(Material provided begins)
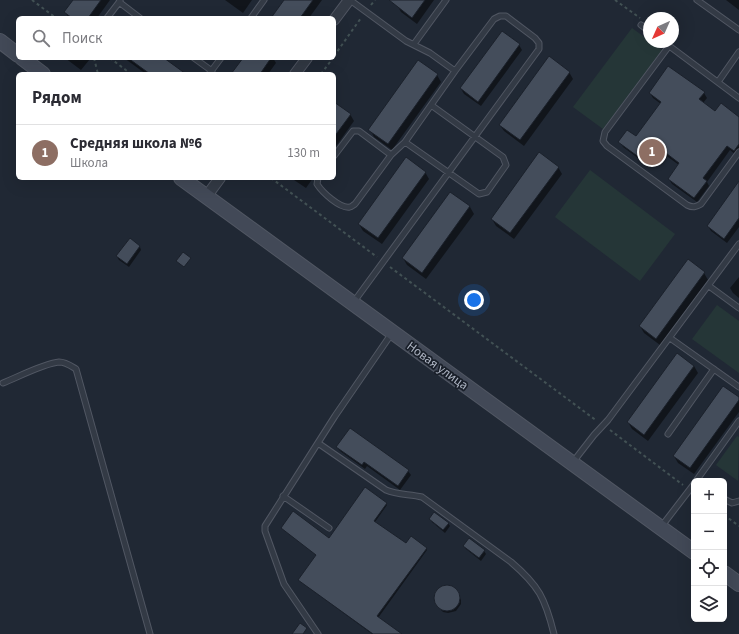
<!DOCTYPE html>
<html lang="ru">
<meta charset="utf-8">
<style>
:root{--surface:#fff;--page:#f7f7f7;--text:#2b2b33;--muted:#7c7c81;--line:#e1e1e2;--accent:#2563eb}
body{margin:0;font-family:"Source Sans 3",sans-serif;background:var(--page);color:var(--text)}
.controls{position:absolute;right:12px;bottom:12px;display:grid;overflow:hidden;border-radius:6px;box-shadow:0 4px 16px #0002}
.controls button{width:36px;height:36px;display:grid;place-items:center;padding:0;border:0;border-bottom:1px solid var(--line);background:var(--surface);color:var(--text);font:20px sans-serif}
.compass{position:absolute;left:643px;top:12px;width:36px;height:36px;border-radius:50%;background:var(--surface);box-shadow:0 4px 16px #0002;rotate:225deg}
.you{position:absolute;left:474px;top:300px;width:14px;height:14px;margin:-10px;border:3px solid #fff;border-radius:50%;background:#1a73e8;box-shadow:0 0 0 6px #1a73e833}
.badge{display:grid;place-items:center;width:26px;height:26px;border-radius:50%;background:var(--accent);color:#fff;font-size:13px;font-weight:700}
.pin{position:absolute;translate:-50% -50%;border:2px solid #fff;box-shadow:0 1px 4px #0006}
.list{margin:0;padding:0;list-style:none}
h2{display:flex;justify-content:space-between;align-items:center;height:52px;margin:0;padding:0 16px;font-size:17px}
h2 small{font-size:13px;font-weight:400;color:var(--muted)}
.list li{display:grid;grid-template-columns:26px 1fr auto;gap:12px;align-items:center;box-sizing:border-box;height:56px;padding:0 16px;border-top:1px solid var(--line)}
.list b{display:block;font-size:15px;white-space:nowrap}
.list p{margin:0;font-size:13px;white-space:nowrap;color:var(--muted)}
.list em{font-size:13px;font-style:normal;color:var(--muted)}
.icon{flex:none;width:22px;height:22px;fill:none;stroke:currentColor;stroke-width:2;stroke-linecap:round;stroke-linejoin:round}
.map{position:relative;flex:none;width:739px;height:634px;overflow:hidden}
.search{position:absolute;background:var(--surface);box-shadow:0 4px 16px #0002;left:16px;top:16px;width:320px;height:44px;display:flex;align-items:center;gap:10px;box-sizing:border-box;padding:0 14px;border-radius:6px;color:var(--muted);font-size:15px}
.panel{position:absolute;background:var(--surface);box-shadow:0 4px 16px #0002;left:16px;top:72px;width:320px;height:108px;border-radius:6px}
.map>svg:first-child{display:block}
.green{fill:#253637}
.shadow{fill:#0007}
.building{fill:#444d5b;stroke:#1b212b}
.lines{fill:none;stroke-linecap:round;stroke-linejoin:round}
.lane-casing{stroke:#515763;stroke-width:7}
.street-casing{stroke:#515763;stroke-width:12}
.secondary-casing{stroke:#515763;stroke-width:16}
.path{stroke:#425154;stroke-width:2;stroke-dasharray:3 3;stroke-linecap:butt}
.lane{stroke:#333a45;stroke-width:5}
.street{stroke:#333a45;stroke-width:10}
.secondary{stroke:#424957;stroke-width:14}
.labels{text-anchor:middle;stroke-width:3.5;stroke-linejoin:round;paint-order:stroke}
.street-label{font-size:13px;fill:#adb4c2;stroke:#191f29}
</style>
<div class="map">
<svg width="739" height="634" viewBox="0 0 739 634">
<rect width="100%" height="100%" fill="#202834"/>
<path class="green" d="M632,28L662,50L603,129L573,107Z
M590,170L675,234L640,281L555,217Z
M717,305L739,321V373L692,339Z
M737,436L739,437L738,481L716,465Z"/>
<path class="shadow" d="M74,0H110L97,18H69L65,12Z
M225,0H252L243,13Z
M285,0H322L309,18H272Z
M400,0H434L417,24L401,12L397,5Z
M726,0H739V10Z
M502,32L519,45L522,50L481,106L464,94L461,89Z
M65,58H89L90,59L81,70Z
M124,58H162L184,74H146Z
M244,58H273L276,63L268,74H233Z
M569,72L573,79L524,146L504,131L500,125Z
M437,75L441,82L392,150L374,137L370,130Z
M650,93H704L707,98L703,103L715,112L739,118V152L737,156L730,150L707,182L709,186L697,202L672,184L669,179L679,165L661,152L650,167L623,147L620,142L637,138L661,104L653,98Z
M334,103L350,114L354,121L334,149Z
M558,167L562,174L514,239L496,226L492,219Z
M425,172L429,179L382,244L363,231L359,224Z
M291,178H313L306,188Z
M739,186V227L727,243L711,231L708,226Z
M451,193L470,207L474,214L426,279L407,265L403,258Z
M140,247L141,250L129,267L119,260L117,257Z
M688,260L704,273L708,280L660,345L644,333L640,326Z
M739,277V298L733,293L730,288Z
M694,366L698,373L648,441L632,429L628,422Z
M739,398V412L694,474L678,463L674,456Z
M337,447L408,471L411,475L400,490L367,466L365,469L340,451Z
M386,504L387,505L375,522L406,545L426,548L427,550L378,618L395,634H372L300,581L299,580L317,555L282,528L329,539Z
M430,519L448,523L450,526L445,533L432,522Z
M469,539L484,551L486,554L481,561L466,549L464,546Z
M449,586L457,591L461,600V604L456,611L448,613L443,612L439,608L435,596L437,591L440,587Z"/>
<path class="building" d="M73,0H101L88,18H72L64,12Z
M284,0H313L300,18H271Z
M389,0H425L412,18Z
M502,31L520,44L478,102L460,88Z
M549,56L570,72L520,140L499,125Z
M128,58H164L186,74H150Z
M243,58H271L260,74H231Z
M418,60L438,74L388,144L368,130Z
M668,66L705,92L699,99L715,111L721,103L739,117V144L734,151L727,146L703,178L707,181L694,198L668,179L679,163L658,147L647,163L618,142L627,130L636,136L661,102L649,93Z
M334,102L351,114L334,137Z
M539,152L559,167L510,233L491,219Z
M406,157L426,172L378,238L358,224Z
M739,181V218L724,239L707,226Z
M450,192L470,206L422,273L402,258Z
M130,238L140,246L127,264L116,256Z
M183,252L191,258L184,267L176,261Z
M688,259L705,272L656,339L639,326Z
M677,353L694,366L644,435L627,422Z
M723,386L739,397V400L690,468L673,456Z
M350,428L409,470L398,486L364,462L362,465L336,447Z
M365,487L387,503L374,521L406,543L411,536L427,548L377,616L402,634H373L298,580L316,555L281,528L293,511L329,538Z
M434,512L449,523L443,530L429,519Z
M469,538L485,550L479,558L463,546Z
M434 598a13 13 0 1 1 26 0a13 13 0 1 1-26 0Z
M300,623L307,628L303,634H292Z"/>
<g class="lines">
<defs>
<path id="lane" d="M350,0L406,41L430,53L455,71L494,19L500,16H506L535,38L539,43V49L353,303
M697,0L739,30
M119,2L140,18
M107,18L120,1
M251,18L264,0
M641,25L649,31
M664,42L739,98
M414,44L446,0
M669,46L605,132L603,141L607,146L687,205C693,208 696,207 701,204L739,152
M194,58L212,71
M209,74L221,58
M718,82L739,52
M405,142L479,194L487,192L506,165L503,157L431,105
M334,156L353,131H359L391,155
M318,178L317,184C322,192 340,209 350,207C352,207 353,205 355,204L391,155L405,142L455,71
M709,286L739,308
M670,338L739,387
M3,383C18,377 45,363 59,362C66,362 71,366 76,369L150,634
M668,434L714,369
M318,443L386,490C397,495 410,494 422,497L511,562C539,586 545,598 554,634
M573,462L594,435L608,420L739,244
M696,481L739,421
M283,496L329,528
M724,499L732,503L739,501
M661,527L694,484
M318,634L284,584L265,531V526L335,416L392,333"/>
<path id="street" d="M334,20L349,0
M295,74L307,58
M206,197L220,178"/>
<path id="secondary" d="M0,41L18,55
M22,58L43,74
M181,178L694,552
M724,573L739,584"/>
</defs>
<use href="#lane" class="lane-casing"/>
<use href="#street" class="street-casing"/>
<use href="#secondary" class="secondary-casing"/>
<path class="path" d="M32,0L56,18
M615,0L640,18
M371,5L375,0
M334,56L361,18
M94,58L98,74
M110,58L131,74
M321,74L333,58
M271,178L377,257
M390,267L597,421
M610,430L683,485
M724,515L739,526"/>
<use href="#lane" class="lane"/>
<use href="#street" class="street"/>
<use href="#secondary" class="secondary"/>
</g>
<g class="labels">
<g class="street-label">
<text transform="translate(438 365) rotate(36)" y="5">Новая улица</text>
</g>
</g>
</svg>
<div class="controls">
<button>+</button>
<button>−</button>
<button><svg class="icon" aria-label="locate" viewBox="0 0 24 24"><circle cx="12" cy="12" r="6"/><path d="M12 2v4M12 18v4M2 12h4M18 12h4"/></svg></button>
<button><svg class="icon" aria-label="layers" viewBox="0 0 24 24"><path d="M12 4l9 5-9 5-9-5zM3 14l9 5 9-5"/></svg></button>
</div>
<svg class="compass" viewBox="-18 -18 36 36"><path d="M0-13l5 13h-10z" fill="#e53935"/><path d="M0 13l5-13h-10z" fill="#7c7c81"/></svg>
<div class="you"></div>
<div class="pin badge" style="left:652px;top:152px;background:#8d6e63">1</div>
<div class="search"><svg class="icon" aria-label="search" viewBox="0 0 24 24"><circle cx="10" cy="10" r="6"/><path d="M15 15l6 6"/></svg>Поиск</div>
<section class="panel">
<h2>Рядом<small></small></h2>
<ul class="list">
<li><span class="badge" style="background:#8d6e63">1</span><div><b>Средняя школа №6</b><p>Школа</p></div><em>130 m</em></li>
</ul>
</section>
</div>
(Material provided ends)
Work through the records line by line and tally those that include the word "serif". Give the number alone.

2